La constante evasión de responsabilidades del presidente Petro
En una de las pocas ocasiones durante su mandato, el presidente Gustavo Petro aceptó su responsabilidad en el escándalo de la Unidad Nacional para la Gestión de Riesgos de Desastres (UNGRD), reconociendo en 2024 que fue él quien designó a Olmedo López en la dirección de esa entidad y pidiendo perdón públicamente. Sin embargo, este gesto ha sido la excepción que confirma la regla en su administración.
La estrategia de culpar a otros
En la mayoría de los escándalos y crisis que han marcado su gobierno, el jefe de Estado ha optado sistemáticamente por señalar a terceros como responsables. Esta práctica, aunque políticamente conveniente para proteger la imagen presidencial, revela un patrón preocupante donde los ministros y colaboradores cercanos funcionan como fusibles que absorben las culpas cuando las situaciones se complican.
Incluso se ha llegado a sugerir que Petro estaba secuestrado por sus asesores, como Laura Sarabia o Armando Benedetti, una narrativa que busca eximir al mandatario de responsabilidades directas, pese a que las decisiones finales recaen exclusivamente en él.
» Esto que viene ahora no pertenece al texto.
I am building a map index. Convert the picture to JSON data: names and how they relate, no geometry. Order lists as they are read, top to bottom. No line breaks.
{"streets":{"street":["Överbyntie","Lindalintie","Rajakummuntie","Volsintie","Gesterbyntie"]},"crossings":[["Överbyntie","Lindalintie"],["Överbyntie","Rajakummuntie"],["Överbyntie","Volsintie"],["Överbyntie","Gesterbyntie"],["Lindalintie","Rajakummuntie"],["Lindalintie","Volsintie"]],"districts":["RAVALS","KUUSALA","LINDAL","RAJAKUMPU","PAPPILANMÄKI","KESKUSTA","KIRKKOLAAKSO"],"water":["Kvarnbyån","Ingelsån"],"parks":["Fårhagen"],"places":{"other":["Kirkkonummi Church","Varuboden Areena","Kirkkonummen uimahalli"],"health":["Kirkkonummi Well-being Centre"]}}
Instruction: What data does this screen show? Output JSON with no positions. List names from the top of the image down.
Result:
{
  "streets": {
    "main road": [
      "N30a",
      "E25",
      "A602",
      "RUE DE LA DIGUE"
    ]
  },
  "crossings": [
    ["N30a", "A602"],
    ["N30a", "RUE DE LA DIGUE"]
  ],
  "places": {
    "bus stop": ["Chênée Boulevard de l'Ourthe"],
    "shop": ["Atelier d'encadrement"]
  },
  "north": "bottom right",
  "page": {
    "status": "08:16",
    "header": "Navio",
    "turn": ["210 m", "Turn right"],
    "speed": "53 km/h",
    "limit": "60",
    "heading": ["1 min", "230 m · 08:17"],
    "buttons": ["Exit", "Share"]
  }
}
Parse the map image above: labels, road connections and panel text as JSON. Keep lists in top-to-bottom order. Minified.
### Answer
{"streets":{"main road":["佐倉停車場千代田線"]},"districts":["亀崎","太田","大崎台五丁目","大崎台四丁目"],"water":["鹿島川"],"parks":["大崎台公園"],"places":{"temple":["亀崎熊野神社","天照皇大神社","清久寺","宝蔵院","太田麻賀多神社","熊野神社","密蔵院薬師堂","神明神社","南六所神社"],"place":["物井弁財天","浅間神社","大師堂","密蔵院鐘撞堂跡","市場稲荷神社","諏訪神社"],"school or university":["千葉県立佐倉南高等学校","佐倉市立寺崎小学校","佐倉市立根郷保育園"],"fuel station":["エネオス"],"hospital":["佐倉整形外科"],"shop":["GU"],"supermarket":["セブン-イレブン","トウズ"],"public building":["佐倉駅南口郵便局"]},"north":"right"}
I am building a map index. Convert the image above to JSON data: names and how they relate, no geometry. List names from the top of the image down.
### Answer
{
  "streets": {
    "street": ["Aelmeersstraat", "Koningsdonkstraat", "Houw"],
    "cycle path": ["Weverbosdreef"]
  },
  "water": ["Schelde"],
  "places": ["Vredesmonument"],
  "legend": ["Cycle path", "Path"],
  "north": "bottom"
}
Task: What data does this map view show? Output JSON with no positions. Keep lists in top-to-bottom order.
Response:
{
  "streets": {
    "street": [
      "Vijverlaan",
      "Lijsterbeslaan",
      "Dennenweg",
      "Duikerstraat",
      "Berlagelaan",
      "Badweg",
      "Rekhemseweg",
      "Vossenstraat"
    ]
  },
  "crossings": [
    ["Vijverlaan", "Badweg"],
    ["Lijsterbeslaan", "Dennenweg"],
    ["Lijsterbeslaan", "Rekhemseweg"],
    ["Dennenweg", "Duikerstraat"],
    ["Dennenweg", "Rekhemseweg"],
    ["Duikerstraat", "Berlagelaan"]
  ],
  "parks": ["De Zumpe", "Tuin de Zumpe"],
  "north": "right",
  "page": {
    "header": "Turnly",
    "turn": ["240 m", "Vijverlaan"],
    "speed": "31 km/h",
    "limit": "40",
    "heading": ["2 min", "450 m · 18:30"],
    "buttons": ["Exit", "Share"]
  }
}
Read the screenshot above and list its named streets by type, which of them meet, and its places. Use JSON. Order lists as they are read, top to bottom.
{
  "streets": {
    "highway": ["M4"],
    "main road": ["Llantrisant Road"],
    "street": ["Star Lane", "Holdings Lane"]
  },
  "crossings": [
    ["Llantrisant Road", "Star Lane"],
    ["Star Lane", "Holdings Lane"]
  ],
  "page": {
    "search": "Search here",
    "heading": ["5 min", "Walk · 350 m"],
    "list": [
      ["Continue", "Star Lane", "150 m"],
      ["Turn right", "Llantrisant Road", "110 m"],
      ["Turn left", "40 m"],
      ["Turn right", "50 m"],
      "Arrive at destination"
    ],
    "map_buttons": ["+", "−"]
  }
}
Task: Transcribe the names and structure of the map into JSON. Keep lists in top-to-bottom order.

Casos recientes de evasión de culpas
En los últimos meses, el presidente Petro ha demostrado una facilidad pasmosa para descargar responsabilidades:
- Hidroeléctrica de Urrá: Culpó directamente al gerente Juan Acevedo por las inundaciones del río Sinú, exigiendo su renuncia y responsabilidades penales sin esperar investigaciones, pese a las condiciones climáticas extremas sin precedentes.
- Muerte de Kevin Acosta: Responsabilizó a la madre del menor por su fallecimiento, atribuyéndolo a fallas en el sistema de salud que su gobierno ha intervenido.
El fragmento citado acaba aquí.